Task objective:
Write out the opening lines of the data word for word, up to and including the line with "position:absolute; left:12px; top:12px;", and leave every picture and every later line out.

** Data under study follows **

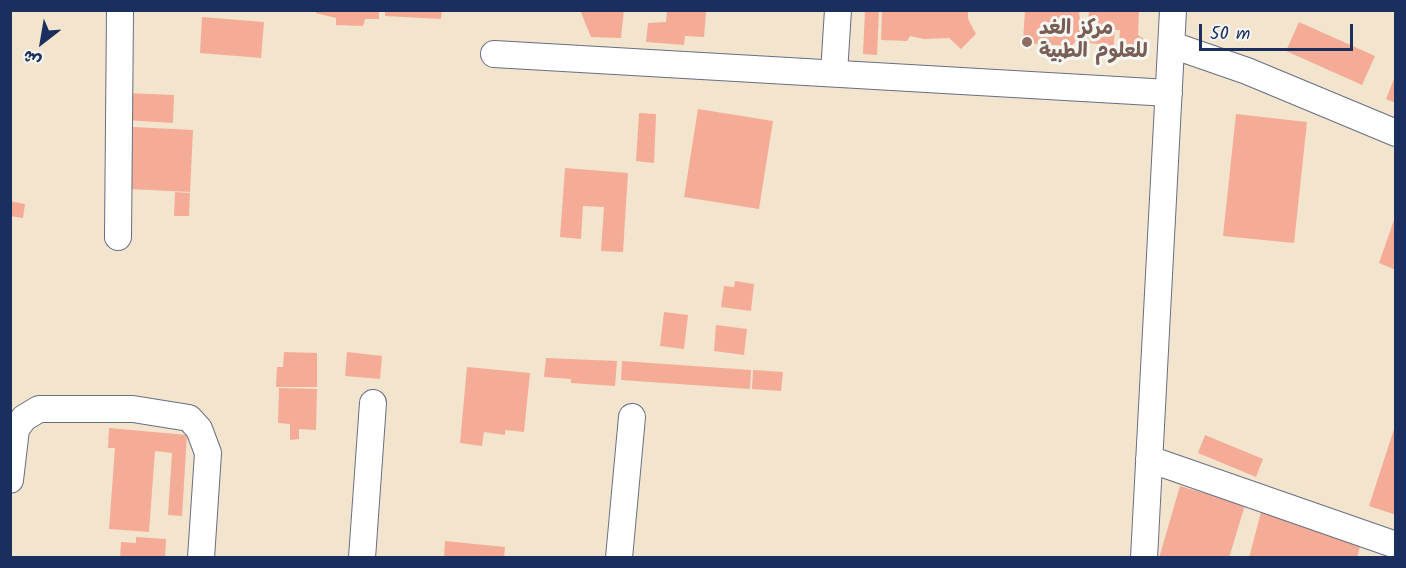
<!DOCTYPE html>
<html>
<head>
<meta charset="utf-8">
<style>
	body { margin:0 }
	#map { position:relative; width:1406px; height:568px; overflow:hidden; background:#f3e4cd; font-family:Kalam,"Playpen Sans Arabic",sans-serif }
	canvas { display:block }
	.frame { position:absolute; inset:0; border:12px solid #1b2f5e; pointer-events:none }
	.north { position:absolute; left:12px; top:12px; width:60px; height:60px; -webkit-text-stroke:4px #f6f6f2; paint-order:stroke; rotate:211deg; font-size:16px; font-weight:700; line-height:24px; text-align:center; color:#1b2f5e }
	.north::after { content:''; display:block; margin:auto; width:21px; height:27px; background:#1b2f5e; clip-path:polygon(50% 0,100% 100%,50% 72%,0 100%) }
	.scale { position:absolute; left:1199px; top:24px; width:154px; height:27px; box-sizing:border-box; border:3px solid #1b2f5e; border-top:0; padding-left:8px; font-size:18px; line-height:21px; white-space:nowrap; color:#1b2f5e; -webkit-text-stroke:4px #f6f6f2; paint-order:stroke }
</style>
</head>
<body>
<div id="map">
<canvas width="1406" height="568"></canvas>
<div class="frame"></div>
<div class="north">ش</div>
<div class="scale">50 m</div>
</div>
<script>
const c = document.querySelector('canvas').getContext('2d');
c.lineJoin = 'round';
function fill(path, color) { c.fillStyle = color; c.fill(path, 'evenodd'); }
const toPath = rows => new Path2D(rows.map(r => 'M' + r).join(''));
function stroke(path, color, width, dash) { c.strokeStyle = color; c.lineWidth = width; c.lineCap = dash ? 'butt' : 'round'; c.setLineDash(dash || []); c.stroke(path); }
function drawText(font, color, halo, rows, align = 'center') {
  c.font = font + ' Kalam,"Playpen Sans Arabic",sans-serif'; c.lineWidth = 6; c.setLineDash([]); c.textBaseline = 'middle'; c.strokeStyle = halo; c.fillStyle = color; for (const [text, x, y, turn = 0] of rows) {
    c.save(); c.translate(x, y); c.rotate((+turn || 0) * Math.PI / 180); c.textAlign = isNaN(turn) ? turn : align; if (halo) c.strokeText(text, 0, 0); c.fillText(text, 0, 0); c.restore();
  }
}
fill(toPath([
	[316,10,379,10,379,19,365,19,363,26,336,25,336,18,316,13],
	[385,10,442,10,441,19,385,16],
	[580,10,624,10,621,38,591,37],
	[667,10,706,12,704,37,685,36,684,45,646,42,648,23,666,22],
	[865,10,879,10,877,55,863,54],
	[882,10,968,10,968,19,976,34,961,49,949,38,924,39,910,36,907,41,881,40],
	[1025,10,1079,10,1081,33,1072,46,1023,43],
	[1089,10,1139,10,1138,35,1145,40,1137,53,1130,48,1119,48,1120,30,1115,30,1113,52,1098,51,1099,44,1087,43],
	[202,17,264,22,261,58,200,53],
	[1299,22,1375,56,1362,85,1286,51],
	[1395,76,1396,76,1396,103,1386,99],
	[126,93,174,95,173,123,125,120],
	[698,109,773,121,759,209,684,197],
	[639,113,656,114,654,163,636,161],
	[1236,114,1307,122,1294,243,1223,236],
	[133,127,193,130,190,192,129,189],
	[565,168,628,173,623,252,601,251,604,207,583,206,581,239,560,237],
	[175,192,190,193,189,216,174,216],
	[10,201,25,204,23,218,10,216],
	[1395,217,1396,217,1396,270,1379,263],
	[735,281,754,284,751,311,721,307,724,286,734,287],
	[664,312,688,315,684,349,660,346],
	[716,325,747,329,744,355,714,351],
	[284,352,317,353,317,387,276,387,277,367,283,367],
	[347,352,382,356,380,379,345,376],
	[546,358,617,361,615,386,571,383,571,379,544,377],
	[622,361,751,370,750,389,621,380],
	[467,367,530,373,524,432,505,430,505,435,484,432,482,446,460,443],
	[753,370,783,372,781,391,752,389],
	[279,388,317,389,316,430,299,429,299,439,290,440,290,424,278,423],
	[1395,426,1396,426,1396,515,1369,506],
	[109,428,187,435,182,516,168,515,172,453,155,451,149,532,109,529,115,448,108,448],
	[1205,435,1263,459,1256,477,1198,453],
	[1180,486,1245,505,1229,558,1159,558],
	[1261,512,1362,539,1357,558,1249,558],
	[136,537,166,539,165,558,120,558,121,542,136,543],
	[445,541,505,547,504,558,444,558]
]), '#f4ac97');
const minor = toPath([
	[1172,45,1247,71,1396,133],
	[494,54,1169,93],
	[834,73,838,10],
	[118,237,120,10],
	[1149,459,1396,545],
	[10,480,16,429,24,418,39,409,133,409,189,418,199,429,208,453,201,558],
	[362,558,373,403],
	[619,558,632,417],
	[1144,558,1173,10]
]);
stroke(minor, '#676e85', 28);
stroke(minor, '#fff', 26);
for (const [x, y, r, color] of [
	[1027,42,6,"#8d6e63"]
]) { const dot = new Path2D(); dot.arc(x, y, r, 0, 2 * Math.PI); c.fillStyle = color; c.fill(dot); stroke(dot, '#f6f6f2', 2); }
drawText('bold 20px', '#785e54', '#f6f6f2', [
	["مركز الغد",1039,31],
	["للعلوم الطبية",1039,54]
], 'left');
</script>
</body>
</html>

** End of Data under study **

Answer to this task:
<!DOCTYPE html>
<html>
<head>
<meta charset="utf-8">
<style>
	body { margin:0 }
	#map { position:relative; width:1406px; height:568px; overflow:hidden; background:#f3e4cd; font-family:Kalam,"Playpen Sans Arabic",sans-serif }
	canvas { display:block }
	.frame { position:absolute; inset:0; border:12px solid #1b2f5e; pointer-events:none }
	.north { position:absolute; left:12px; top:12px; width:60px; height:60px; -webkit-text-stroke:4px #f6f6f2; paint-order:stroke; rotate:211deg; font-size:16px; font-weight:700; line-height:24px; text-align:center; color:#1b2f5e }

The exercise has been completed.